Le Code civil et le Code de commerce seront modifiés afin de renforcer la prise en considération des enjeux sociaux et environnementaux dans la stratégie et l’activité des entreprises.

En déchiffrant de plus près, on comprend qu’il faut cocher plusieurs cases pour devenir une société à mission.

Tout d’abord, il nous faut inscrire dans les statuts une raison d’être. OK, dans le cas d’Officience on a une raison d’être qui vit à travers les 5 causes d’Officience.

Il n’ y a plus qu’à l’inscrire aux statuts. Easy.

…En fait pas si easy. On se demande si les 5 causes sont encore d’actualité. “Mondialisation Positive est-ce que cela parle encore à tous ?” Peut-être faudrait-il reformuler cette raison d’être en organisant une consultation générale ?

Deuzio, il nous faut inscrire dans ces mêmes statuts des objectifs sociaux et environnementaux qu’Offi se donne pour mission de poursuivre dans le cadre de son activité. Même combat.

Trois, il nous faut ajouter aux statuts qu’un comité de mission (composé au moins d’un salarié) doit s’assurer que les objectifs sociaux et environnementaux sont respectés et tout consigner dans un rapport annuel.

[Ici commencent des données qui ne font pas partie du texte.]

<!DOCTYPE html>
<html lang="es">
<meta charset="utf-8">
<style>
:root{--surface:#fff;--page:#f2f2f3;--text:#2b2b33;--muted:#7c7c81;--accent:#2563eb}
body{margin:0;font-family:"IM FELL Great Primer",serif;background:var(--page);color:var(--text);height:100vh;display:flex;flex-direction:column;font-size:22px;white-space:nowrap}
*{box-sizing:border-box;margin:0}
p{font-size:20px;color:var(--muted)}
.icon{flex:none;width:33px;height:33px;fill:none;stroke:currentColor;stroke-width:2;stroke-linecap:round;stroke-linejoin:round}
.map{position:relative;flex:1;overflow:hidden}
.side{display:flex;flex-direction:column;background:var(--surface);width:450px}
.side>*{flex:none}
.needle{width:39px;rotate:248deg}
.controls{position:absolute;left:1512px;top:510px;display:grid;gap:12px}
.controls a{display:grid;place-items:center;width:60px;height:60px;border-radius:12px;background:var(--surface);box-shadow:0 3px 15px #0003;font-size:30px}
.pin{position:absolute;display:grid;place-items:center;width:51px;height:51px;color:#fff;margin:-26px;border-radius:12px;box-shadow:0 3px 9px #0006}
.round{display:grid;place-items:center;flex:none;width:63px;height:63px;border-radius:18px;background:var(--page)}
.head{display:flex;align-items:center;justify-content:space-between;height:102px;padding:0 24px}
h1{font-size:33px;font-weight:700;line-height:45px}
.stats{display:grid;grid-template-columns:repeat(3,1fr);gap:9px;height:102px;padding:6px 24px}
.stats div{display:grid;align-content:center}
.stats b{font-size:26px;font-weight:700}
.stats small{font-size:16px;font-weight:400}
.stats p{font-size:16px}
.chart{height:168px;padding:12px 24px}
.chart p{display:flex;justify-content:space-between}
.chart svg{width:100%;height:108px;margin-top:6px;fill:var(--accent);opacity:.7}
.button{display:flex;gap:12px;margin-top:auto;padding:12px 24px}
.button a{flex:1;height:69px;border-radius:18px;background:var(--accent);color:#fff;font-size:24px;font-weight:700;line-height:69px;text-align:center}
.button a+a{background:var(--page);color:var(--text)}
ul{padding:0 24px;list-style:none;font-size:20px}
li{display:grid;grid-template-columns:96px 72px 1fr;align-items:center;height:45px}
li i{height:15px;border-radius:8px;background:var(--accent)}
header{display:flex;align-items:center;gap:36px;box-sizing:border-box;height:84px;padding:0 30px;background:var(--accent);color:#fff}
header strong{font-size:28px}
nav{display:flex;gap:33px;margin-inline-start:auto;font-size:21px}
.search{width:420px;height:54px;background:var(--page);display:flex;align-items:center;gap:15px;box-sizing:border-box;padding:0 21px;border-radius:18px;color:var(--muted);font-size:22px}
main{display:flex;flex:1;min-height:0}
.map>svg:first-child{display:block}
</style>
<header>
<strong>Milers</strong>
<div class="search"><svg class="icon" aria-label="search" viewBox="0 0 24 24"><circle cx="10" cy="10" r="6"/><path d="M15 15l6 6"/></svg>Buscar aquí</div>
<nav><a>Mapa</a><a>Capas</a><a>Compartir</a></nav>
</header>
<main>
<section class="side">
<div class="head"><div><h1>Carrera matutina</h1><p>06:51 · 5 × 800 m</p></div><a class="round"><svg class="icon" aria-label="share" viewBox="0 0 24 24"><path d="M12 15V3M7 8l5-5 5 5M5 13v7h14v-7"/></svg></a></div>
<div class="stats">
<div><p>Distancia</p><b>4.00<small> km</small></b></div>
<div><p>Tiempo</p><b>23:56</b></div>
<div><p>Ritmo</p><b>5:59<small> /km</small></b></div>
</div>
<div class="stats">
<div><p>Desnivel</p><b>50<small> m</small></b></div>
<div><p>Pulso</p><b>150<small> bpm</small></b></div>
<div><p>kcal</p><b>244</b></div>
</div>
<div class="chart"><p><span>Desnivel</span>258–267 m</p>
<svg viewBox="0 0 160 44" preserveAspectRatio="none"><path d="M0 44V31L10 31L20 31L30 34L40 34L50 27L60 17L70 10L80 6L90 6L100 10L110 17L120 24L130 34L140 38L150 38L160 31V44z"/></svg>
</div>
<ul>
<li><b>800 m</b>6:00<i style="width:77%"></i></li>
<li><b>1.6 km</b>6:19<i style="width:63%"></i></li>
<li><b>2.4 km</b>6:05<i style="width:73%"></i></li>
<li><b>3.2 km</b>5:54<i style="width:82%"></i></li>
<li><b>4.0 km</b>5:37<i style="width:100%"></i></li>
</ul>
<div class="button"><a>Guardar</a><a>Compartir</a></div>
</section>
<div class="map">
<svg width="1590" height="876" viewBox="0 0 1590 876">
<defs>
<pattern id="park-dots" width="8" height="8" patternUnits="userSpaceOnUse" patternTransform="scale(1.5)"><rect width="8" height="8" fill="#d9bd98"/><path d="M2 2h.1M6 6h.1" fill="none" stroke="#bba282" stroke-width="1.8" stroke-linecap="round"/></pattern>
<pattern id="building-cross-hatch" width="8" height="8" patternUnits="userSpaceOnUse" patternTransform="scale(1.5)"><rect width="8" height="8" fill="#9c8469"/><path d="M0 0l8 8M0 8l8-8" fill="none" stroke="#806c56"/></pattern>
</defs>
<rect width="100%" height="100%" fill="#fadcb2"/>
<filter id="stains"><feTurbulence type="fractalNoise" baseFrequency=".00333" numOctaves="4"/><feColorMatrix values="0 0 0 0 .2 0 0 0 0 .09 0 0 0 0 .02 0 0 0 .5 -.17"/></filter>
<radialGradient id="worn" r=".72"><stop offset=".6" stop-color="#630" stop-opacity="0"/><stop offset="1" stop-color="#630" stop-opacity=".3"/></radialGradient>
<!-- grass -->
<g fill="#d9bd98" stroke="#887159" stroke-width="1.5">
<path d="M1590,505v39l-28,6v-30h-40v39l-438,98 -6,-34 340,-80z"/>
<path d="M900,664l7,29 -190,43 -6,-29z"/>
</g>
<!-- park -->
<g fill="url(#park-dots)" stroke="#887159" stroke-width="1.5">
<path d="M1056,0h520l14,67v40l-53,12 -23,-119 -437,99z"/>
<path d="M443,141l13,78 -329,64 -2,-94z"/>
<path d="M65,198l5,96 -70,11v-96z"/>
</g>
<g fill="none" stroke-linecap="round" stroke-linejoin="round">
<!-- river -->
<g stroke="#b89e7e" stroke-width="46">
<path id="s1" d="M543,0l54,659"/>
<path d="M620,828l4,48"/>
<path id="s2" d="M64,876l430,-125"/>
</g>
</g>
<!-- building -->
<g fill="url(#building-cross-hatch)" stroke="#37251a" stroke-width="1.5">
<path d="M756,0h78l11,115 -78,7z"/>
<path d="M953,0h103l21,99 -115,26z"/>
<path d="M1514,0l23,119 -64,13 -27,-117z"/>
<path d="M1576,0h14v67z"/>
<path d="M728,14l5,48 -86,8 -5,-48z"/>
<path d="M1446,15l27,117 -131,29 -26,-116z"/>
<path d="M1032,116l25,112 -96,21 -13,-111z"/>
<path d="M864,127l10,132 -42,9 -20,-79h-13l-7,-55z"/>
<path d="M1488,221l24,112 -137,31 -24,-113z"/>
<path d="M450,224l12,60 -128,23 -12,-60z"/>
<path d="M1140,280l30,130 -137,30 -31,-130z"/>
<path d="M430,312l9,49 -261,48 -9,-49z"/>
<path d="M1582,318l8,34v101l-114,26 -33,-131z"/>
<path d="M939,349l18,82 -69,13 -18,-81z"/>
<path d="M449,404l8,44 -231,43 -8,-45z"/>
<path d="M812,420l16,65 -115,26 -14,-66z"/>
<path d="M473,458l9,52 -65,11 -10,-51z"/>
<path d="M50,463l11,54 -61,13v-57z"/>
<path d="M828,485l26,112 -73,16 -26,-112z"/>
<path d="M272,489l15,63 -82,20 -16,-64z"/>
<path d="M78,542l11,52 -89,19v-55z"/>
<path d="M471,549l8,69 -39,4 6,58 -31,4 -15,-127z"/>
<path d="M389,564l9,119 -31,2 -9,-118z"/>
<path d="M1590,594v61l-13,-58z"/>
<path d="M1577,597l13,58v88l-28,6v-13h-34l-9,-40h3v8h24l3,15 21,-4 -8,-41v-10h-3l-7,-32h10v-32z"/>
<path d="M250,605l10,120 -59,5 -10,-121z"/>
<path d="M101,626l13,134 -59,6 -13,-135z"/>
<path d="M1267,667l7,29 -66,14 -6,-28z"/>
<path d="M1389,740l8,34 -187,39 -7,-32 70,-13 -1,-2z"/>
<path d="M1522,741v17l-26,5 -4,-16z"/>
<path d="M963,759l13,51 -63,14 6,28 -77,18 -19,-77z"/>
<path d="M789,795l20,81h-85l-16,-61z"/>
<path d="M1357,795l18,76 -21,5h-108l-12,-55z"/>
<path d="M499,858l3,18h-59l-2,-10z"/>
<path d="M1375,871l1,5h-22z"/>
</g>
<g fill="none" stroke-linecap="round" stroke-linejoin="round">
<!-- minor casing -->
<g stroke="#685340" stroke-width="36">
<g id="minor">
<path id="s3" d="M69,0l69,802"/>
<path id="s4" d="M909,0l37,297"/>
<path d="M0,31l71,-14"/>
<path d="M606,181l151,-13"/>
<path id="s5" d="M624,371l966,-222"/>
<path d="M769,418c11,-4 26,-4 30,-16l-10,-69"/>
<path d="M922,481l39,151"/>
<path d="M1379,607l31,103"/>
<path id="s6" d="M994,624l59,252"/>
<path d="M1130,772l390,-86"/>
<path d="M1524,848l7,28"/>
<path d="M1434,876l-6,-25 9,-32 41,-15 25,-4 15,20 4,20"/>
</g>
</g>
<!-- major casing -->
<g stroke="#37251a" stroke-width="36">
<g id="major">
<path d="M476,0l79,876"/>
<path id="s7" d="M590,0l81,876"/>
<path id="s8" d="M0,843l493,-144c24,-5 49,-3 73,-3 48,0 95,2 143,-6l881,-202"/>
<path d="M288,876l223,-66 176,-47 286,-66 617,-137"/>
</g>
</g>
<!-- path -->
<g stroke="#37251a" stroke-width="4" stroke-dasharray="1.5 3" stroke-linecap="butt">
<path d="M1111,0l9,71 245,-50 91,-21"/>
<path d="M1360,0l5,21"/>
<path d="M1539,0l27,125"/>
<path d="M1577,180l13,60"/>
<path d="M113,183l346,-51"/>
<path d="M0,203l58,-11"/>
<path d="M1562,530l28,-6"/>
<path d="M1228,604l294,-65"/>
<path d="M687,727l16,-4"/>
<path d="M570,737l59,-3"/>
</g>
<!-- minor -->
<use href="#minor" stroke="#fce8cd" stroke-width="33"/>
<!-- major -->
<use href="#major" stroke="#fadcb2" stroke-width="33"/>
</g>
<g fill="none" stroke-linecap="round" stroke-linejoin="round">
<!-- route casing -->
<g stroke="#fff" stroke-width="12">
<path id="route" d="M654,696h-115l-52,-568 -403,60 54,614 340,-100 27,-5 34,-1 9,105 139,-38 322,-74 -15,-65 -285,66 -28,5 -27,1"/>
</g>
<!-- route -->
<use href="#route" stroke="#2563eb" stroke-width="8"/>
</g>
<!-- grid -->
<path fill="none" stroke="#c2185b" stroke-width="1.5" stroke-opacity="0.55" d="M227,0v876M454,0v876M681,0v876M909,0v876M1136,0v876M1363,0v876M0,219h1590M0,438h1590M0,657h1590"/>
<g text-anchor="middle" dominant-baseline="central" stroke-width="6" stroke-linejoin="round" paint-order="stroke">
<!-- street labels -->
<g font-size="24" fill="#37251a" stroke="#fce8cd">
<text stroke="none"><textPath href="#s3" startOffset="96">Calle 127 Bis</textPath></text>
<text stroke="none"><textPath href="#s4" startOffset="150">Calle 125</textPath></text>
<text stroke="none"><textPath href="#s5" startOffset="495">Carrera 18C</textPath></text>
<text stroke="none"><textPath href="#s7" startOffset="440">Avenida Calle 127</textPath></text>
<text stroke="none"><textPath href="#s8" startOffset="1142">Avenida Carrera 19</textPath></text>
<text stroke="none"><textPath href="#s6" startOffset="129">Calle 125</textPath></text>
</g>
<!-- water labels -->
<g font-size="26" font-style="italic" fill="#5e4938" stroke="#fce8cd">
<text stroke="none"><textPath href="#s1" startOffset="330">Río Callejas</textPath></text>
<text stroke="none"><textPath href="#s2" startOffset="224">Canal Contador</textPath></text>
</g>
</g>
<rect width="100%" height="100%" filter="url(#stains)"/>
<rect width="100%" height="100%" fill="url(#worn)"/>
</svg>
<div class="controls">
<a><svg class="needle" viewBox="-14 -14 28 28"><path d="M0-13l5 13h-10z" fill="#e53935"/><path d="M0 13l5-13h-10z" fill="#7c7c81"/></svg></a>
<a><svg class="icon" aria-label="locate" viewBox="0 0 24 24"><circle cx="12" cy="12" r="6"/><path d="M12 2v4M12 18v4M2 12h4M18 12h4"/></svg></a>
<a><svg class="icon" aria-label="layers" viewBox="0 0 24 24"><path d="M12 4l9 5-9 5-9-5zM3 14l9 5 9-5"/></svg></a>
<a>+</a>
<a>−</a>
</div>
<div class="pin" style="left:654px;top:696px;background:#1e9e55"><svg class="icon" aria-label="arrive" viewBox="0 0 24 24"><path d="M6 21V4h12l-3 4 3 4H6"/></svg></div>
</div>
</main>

“objectifs”, “rapport annuel”, “contrôle” : je n’ai pas relevé les réactions des autres mais je pense qu’à ce moment là mon visage a probablement grimacé. Ces mots rebondissaient contre les murs sans trouver leur place. Ces mêmes murs qui allaient accueillir quelques dizaines de minutes plus tard la séance de share & care hebdomadaire.

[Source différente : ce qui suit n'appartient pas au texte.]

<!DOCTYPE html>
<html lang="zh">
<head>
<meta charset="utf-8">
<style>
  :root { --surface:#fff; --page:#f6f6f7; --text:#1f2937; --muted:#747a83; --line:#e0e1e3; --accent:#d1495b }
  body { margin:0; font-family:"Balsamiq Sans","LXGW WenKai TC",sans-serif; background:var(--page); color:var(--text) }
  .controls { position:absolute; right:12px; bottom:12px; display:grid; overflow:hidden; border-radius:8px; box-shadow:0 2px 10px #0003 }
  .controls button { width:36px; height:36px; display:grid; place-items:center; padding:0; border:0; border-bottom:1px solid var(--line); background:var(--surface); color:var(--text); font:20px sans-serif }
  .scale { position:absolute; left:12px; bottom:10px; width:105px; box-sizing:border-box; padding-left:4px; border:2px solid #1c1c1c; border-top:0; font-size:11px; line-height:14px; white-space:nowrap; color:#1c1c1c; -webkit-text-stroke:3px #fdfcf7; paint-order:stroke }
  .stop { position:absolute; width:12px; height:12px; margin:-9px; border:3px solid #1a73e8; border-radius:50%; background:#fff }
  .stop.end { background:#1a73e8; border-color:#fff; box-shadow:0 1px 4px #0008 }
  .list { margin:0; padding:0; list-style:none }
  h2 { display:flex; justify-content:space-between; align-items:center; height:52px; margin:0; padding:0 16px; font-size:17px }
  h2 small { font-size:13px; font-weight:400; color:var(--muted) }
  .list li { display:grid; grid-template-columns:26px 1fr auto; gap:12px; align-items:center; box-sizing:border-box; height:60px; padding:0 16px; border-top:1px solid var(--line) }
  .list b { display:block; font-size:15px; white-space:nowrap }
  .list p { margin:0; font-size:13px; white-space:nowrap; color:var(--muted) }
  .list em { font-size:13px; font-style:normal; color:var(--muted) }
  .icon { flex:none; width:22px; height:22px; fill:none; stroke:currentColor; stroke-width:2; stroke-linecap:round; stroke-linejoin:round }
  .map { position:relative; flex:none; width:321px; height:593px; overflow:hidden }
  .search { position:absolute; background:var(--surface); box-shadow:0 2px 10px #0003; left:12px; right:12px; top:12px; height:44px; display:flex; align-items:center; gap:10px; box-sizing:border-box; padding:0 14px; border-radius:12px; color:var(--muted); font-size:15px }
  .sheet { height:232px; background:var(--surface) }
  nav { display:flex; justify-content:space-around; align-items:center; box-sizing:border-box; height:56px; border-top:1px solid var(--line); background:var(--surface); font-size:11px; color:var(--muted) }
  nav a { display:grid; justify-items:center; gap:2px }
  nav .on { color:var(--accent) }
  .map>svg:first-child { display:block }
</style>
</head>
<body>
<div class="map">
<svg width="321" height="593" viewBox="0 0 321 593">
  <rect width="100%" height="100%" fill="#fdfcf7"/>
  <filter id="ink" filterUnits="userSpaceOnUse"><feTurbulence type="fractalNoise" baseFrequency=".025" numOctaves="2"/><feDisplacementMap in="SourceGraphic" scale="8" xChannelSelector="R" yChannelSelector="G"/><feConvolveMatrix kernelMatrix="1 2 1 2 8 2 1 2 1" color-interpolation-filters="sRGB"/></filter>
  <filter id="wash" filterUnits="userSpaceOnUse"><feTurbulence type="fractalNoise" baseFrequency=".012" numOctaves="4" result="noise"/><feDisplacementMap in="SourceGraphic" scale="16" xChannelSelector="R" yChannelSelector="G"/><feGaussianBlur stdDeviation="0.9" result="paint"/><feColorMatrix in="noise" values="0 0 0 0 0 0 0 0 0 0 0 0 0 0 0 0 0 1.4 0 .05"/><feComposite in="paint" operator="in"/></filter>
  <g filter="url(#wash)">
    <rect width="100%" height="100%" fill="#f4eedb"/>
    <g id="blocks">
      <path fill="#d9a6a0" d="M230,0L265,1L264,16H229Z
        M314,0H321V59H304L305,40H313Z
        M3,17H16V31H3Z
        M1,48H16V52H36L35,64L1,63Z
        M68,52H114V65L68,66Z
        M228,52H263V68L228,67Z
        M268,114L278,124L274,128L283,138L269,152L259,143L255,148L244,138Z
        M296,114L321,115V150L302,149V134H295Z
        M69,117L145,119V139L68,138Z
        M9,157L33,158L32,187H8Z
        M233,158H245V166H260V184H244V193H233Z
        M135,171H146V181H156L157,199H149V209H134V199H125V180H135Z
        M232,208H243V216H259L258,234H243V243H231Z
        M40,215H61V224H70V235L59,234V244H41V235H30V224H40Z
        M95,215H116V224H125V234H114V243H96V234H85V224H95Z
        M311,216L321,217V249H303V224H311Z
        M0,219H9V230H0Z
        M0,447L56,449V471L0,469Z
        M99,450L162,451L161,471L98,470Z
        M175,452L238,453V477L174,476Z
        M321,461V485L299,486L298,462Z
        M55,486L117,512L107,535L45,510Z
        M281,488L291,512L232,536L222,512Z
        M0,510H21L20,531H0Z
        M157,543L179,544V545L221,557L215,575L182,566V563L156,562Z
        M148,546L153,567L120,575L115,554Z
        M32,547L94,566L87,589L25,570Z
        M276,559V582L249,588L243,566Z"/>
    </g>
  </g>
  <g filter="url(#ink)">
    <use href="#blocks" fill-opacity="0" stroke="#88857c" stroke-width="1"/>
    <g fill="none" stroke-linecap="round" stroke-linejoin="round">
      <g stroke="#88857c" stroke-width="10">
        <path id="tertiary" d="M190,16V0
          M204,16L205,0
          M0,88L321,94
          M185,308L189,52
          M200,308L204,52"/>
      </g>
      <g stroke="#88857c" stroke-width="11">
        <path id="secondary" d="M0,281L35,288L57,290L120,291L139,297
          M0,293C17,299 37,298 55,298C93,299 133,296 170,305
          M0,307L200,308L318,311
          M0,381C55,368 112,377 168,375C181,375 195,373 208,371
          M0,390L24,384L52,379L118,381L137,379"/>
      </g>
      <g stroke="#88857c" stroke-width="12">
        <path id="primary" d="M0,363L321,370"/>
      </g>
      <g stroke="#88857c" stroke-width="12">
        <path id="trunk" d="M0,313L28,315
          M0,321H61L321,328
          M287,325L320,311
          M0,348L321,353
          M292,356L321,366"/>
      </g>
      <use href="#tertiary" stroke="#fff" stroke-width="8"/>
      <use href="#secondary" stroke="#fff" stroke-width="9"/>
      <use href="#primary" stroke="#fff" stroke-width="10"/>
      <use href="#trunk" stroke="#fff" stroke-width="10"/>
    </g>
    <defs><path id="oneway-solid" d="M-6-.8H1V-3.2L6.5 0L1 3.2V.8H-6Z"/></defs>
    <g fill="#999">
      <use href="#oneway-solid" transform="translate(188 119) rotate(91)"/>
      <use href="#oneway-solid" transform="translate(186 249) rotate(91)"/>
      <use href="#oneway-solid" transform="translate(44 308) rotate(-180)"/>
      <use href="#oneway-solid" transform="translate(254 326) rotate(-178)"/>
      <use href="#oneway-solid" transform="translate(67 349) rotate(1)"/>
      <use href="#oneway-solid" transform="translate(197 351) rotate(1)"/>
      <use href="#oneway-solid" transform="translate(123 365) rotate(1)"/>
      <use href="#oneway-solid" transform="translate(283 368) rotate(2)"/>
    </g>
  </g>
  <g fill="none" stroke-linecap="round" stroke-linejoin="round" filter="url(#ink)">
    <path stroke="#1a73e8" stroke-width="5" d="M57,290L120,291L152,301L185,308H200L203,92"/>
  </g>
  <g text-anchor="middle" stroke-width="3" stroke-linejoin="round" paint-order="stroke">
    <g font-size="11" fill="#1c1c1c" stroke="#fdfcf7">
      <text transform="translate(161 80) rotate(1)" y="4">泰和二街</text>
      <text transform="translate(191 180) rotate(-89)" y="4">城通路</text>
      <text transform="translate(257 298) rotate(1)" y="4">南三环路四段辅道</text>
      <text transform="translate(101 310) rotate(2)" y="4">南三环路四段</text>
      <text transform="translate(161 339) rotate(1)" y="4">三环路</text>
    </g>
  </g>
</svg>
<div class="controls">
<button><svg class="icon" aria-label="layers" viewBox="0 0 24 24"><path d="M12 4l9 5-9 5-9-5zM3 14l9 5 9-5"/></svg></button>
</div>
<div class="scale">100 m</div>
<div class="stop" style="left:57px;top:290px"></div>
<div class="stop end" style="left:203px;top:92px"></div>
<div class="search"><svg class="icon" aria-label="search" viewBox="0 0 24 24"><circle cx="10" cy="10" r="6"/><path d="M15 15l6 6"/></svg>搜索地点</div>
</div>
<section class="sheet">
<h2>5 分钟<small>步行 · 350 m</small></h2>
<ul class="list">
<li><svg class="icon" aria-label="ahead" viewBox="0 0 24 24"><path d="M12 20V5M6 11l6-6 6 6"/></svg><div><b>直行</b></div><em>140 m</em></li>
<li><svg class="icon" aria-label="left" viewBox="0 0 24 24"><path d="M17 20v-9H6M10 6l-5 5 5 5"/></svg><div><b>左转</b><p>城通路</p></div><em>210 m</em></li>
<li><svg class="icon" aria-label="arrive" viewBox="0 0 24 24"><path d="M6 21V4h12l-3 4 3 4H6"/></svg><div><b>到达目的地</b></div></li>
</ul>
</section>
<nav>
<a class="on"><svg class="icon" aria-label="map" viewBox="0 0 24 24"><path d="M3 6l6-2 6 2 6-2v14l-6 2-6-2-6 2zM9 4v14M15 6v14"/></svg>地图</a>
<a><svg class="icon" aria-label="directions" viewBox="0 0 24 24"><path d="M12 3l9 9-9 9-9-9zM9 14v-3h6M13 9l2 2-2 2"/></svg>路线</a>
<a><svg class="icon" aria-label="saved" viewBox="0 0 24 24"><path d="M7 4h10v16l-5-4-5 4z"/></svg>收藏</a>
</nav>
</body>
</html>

A ces 3 conditions enfin, on ajoute une ultime vérification par un tiers indépendant qui ajoute un avis au rapport annuel. Pour finir, il nous faut déclarer la qualité de société à mission au greffier du tribunal de commerce, qui vérifie que tout est conforme avant de la publier.

Bon.

Rappelez moi le C dans pacte c’est pour consensus ou contrôle déjà ?

Le grand renversement

Je fais bien de ne pas montrer mon cynisme car l’équipe joyeuse sérieuse et valeureuse persévère.

On approfondit davantage en passant en revue le contenu des statuts : l’objet, la forme juridique, le siège social, le capital social…

Et c’est à ce moment là que s’opère un premier renversement sidérant. Duc lance : “Et si nous changions l’objet de la société ? Et si l’objet d’une société était de servir avant tout sa raison d’être ? Et si nous amenions la logique de la loi PACTE jusqu’au bout ?”

Plutôt que d’être libellé “société de services informatiques”, et si notre objet social devenait quelque chose du genre “Organisation servant la raison d’être d’Officience” ?

D’ailleurs soyons honnête l’objet tel qu’il est inscrit aujourd’hui dans les statuts n’est-il pas déjà caduc ? L’activité d’Officience ne se résume pas aujourd’hui à une société de service informatiques. Par exemple, Officience SARL héberge gratuitement à Paris et au Viet Nam des porteurs de projets innovants et à fort impact qui partagent aux moins l’une des 5 causes de l’entreprise. Et puis, demain Officience c’est potentiellement une société de portage…pourquoi pas ?

Attacher son objet à sa raison d’être ne serait-ce pas là finalement la seule façon d’intégrer en son sein l’évolution possible de l’entreprise ?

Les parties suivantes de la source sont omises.